Based on the analysis of the data within Canvas, students opened the annotated feedback less than 40% of the time. While studies have sought to discover if students find feedback important, or how students perceive the feedback process, students will often say they want actionable feedback; however, faculty have reported seeing repeated errors over and over as evidence that there is a disconnect in this feedback process. The average delay of days that it took students to look at the feedback was over 7 days. Students were not looking at the feedback quickly enough to actually help them make changes on the next assignments. In addition, students looked at feedback early in the quarter, but the engagement waned through the quarter. We also found that the higher the grade a student was earning, the more the student did review the feedback. Thus, the students earning good grades were exhibiting the behavior required to earn those good grades.

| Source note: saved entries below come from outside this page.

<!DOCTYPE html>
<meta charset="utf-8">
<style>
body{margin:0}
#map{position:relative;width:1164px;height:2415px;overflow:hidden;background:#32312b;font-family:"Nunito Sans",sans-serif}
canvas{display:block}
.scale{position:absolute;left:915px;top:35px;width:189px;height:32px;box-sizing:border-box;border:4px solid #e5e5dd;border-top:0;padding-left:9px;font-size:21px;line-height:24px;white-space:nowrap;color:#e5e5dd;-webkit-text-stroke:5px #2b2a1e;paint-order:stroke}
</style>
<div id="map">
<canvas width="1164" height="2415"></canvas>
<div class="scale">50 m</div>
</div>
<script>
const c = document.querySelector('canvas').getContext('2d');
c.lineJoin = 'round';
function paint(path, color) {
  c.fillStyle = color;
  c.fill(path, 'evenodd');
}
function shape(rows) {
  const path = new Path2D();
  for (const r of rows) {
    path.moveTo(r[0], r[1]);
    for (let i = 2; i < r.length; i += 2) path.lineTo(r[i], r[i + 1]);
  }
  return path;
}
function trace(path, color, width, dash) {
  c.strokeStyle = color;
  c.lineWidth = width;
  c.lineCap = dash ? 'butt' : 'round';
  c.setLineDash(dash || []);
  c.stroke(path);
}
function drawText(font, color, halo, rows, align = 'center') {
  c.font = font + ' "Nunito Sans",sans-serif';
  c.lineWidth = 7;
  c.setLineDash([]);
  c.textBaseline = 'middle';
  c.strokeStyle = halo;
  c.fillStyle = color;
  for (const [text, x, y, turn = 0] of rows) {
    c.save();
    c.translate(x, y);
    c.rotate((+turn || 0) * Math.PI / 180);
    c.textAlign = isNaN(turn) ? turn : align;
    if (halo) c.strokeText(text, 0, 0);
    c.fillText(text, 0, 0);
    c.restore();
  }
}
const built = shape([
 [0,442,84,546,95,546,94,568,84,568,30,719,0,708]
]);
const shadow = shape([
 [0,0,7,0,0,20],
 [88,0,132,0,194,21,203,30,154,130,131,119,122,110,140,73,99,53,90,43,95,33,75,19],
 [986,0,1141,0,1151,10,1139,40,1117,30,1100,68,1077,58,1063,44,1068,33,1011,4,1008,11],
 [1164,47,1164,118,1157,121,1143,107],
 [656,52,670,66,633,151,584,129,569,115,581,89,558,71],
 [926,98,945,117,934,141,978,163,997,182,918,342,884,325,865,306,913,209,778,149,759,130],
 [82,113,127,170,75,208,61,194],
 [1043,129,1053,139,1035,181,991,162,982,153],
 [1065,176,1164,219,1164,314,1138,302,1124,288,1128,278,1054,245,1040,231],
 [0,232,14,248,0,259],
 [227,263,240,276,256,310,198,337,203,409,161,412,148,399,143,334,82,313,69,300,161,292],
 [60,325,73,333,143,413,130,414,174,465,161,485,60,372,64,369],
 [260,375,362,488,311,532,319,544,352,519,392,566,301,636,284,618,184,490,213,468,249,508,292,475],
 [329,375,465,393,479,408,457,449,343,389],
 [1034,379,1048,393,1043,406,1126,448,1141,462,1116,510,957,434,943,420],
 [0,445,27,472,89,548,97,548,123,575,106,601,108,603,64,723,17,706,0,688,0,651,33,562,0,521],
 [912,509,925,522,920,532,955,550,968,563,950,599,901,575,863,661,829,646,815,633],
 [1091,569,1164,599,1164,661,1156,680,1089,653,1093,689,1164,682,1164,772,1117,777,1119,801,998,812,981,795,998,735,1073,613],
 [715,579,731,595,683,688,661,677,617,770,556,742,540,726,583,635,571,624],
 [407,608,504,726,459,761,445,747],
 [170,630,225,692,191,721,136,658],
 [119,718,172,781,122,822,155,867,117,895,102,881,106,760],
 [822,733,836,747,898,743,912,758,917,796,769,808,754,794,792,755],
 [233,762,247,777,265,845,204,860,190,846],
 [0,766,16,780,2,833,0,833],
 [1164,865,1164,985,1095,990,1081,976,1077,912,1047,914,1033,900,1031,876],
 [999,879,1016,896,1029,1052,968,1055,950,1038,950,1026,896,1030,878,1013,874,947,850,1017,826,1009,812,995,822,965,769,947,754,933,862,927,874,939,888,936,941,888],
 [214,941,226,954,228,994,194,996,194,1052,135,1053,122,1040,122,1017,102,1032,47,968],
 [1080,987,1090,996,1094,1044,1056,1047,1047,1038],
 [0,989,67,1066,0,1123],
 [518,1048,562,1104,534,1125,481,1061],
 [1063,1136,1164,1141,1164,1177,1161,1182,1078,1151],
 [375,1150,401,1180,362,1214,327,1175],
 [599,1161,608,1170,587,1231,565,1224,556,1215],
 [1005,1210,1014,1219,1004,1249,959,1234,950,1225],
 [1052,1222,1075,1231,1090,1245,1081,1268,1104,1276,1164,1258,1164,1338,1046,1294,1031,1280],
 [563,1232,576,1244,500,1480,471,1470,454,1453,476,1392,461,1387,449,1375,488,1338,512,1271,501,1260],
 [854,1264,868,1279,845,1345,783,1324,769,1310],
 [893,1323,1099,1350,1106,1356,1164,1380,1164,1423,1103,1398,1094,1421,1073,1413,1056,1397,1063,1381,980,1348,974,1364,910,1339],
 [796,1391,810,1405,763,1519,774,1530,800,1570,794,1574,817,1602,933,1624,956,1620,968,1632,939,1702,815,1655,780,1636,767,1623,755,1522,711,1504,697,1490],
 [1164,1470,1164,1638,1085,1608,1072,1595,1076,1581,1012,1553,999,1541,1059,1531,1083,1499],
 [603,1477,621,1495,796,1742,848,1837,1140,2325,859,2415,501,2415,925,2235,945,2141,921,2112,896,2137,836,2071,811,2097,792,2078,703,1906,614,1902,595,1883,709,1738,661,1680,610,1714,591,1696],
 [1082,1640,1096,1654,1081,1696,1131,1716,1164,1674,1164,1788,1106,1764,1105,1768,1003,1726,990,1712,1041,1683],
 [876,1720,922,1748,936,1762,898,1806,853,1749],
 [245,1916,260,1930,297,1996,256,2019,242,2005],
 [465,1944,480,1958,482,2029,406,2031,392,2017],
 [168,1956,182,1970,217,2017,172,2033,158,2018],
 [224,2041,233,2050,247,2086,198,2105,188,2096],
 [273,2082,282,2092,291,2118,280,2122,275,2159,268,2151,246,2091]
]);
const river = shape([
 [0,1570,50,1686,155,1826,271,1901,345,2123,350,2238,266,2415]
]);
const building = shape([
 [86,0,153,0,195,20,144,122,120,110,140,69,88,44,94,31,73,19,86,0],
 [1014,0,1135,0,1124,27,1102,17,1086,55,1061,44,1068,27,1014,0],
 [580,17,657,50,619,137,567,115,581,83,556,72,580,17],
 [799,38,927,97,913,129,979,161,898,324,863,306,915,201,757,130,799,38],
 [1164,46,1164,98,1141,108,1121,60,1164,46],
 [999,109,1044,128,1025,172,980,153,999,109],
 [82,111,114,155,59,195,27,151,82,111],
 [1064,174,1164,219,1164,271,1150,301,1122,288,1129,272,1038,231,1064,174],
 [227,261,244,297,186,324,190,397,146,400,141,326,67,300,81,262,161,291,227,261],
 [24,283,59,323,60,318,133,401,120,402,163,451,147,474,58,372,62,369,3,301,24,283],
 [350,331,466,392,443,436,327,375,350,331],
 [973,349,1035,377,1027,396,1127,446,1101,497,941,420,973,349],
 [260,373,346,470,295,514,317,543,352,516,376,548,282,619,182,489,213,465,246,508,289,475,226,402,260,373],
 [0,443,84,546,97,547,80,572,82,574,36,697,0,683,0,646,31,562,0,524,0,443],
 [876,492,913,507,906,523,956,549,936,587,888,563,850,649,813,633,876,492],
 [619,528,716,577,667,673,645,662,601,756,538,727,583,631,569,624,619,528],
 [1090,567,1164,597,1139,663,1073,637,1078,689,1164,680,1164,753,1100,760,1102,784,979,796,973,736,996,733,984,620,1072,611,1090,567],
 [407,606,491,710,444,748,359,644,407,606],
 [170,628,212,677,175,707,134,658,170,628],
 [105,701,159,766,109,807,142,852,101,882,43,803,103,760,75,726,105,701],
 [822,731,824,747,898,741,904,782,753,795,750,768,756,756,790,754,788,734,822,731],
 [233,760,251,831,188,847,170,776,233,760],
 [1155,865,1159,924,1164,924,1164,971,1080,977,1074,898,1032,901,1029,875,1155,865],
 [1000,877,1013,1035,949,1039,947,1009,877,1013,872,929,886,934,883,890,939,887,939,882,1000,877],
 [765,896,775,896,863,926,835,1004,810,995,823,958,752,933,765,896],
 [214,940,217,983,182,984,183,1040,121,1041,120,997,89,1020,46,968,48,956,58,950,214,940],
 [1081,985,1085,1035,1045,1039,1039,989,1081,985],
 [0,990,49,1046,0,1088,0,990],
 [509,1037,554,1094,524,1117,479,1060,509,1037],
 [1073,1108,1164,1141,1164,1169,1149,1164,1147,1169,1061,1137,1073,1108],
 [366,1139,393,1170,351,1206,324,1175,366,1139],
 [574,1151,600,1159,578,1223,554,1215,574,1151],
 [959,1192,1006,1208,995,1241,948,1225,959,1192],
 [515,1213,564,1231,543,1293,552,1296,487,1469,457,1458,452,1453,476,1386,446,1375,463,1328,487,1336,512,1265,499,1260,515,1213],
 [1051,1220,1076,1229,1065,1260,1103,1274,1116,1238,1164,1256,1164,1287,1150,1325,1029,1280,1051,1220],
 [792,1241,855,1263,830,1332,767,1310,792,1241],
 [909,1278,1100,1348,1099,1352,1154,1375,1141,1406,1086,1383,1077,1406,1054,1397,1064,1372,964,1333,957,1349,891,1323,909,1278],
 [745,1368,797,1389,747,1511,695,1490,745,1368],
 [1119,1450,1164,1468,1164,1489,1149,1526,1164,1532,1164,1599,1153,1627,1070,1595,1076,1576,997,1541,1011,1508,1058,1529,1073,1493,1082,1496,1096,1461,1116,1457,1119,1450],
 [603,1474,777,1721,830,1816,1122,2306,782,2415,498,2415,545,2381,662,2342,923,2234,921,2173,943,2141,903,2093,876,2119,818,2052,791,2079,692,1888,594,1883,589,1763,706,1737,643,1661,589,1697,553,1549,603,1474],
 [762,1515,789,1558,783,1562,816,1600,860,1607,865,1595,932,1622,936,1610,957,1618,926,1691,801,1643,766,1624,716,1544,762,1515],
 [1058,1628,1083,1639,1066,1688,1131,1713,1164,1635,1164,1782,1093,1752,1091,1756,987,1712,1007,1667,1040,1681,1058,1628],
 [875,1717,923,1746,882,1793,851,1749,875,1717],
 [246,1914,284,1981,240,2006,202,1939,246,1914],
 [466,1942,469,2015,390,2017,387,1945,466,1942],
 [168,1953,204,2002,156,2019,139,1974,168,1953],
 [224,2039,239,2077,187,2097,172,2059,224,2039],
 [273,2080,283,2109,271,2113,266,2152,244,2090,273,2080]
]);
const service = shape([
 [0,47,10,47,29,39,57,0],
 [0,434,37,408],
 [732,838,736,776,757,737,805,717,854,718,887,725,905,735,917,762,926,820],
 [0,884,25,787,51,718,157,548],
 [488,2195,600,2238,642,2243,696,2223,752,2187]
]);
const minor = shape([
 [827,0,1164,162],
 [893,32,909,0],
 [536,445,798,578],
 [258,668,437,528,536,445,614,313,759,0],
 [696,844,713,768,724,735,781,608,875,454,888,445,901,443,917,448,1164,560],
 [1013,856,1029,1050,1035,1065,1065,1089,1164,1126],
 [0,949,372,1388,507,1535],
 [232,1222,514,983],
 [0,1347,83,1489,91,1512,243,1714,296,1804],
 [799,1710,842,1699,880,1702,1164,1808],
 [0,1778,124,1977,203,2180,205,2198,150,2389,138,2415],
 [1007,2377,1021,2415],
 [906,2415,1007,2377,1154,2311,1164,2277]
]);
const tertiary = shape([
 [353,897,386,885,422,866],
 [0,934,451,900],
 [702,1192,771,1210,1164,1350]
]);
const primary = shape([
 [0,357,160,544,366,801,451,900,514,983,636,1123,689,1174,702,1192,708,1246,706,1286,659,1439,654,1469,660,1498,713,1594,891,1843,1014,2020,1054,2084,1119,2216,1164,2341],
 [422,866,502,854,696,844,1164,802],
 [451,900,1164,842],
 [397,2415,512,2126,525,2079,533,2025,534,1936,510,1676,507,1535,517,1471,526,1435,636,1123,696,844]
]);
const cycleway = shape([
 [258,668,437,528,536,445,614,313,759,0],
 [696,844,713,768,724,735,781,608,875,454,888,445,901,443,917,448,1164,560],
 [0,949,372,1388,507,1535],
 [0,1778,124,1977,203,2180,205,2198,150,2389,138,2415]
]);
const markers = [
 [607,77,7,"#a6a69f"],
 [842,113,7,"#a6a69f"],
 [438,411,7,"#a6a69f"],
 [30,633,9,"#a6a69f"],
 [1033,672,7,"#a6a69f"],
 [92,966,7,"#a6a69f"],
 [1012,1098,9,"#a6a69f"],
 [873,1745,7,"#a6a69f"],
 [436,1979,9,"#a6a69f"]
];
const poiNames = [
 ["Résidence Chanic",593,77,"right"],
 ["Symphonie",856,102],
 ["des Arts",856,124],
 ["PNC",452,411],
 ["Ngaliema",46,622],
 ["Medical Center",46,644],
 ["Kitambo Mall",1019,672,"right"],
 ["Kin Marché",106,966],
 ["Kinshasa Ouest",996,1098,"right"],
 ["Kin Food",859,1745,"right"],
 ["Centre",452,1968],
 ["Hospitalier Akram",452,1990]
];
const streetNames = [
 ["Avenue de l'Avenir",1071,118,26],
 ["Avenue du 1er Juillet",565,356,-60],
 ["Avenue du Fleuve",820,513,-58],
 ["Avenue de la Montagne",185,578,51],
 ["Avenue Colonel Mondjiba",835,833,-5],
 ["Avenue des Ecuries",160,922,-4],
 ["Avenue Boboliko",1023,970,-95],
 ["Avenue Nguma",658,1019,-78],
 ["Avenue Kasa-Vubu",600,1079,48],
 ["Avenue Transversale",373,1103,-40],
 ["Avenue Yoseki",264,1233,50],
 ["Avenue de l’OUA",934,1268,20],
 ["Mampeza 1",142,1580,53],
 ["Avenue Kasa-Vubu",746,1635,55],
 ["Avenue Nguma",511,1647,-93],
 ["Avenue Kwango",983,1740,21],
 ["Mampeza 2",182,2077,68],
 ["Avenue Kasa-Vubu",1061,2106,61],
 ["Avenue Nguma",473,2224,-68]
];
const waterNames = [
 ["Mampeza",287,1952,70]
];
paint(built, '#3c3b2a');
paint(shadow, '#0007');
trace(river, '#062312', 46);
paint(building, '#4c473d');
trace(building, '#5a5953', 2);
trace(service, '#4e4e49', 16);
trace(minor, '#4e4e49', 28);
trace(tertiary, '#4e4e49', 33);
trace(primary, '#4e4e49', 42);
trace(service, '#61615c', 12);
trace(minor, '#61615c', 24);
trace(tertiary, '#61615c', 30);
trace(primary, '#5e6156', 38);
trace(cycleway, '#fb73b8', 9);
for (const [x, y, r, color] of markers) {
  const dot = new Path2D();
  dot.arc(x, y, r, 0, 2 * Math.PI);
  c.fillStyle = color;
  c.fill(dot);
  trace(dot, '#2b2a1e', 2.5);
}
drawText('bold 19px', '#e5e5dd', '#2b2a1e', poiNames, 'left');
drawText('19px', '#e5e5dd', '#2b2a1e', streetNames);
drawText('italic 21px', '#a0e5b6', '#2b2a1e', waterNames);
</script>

In this study, using a case study approach, the paper outlines the annotated feedback process the faculty used in their classes, and how the faculty approached data collection and the review of data. The results showed faculty that new strategies are needed to educate students about the feedback process and how the faculty have structured the feedback process to improve the level of engagement with feedback for students. The paper outlines the three strategies the faculty have implemented through the preliminary results of this study. One change made on these results was to add a graded feedback assignment in week one of courses as a way of ensuring students know what to do with feedback. A second strategy was to change rubrics on final projects where the students had graded formative assignments leading up to that final submission. A new line item on the final project ensures that students have corrected feedback on the formative assignments in the final submission. Finally, some faculty are using a step-by-step mastery approach, where the initial formative assignments are redone until a student shows mastery and then the student can move on to the next step.